Saved data entries
========

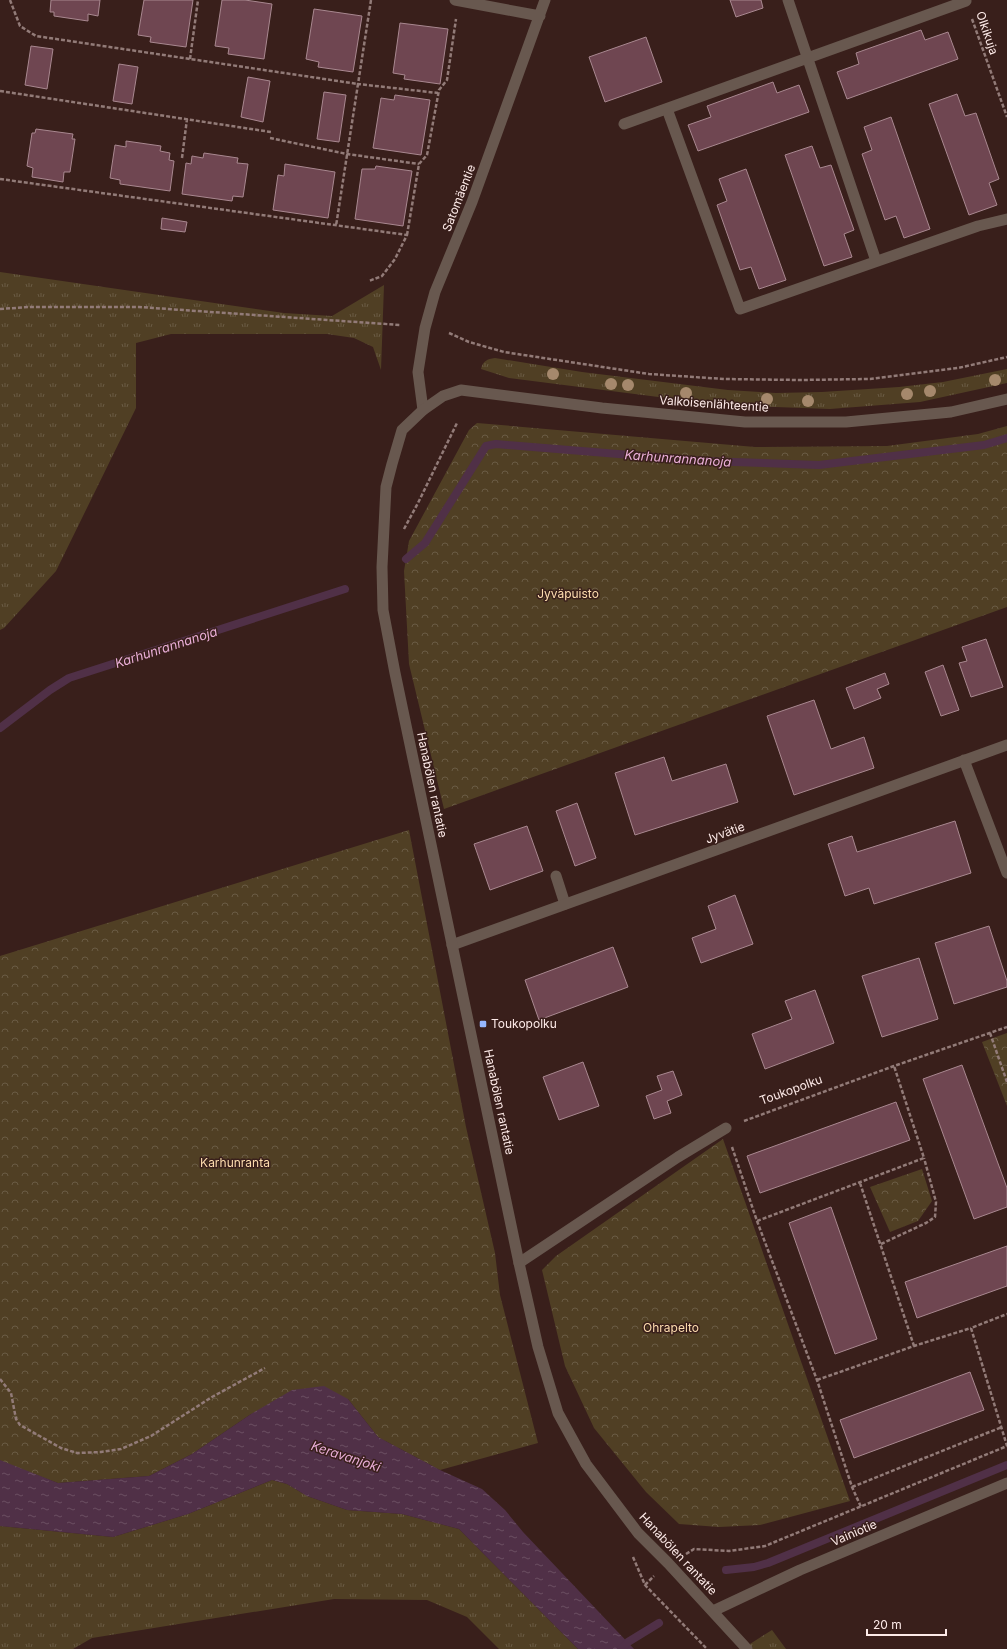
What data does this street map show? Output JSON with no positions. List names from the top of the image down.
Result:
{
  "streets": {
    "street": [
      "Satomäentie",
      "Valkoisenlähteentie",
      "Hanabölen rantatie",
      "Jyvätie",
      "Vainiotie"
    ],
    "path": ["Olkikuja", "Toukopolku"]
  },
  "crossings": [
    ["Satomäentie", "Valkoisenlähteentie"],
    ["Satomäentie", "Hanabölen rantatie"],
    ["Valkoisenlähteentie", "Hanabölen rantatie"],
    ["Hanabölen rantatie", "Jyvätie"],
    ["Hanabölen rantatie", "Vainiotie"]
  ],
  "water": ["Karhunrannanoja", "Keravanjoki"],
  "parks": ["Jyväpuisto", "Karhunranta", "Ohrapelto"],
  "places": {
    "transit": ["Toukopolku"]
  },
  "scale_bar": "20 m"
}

========

■ Problem to work on ■
Keep every word of the records and none of the pictures when you print them again.

■ Problem solution ■
What data does this street map show? Output JSON with no positions. List names from the top of the image down.
Result:
{
  "streets": {
    "street": [
      "Satomäentie",
      "Valkoisenlähteentie",
      "Hanabölen rantatie",
      "Jyvätie",
      "Vainiotie"
    ],
    "path": ["Olkikuja", "Toukopolku"]
  },
  "crossings": [
    ["Satomäentie", "Valkoisenlähteentie"],
    ["Satomäentie", "Hanabölen rantatie"],
    ["Valkoisenlähteentie", "Hanabölen rantatie"],
    ["Hanabölen rantatie", "Jyvätie"],
    ["Hanabölen rantatie", "Vainiotie"]
  ],
  "water": ["Karhunrannanoja", "Keravanjoki"],
  "parks": ["Jyväpuisto", "Karhunranta", "Ohrapelto"],
  "places": {
    "transit": ["Toukopolku"]
  },
  "scale_bar": "20 m"
}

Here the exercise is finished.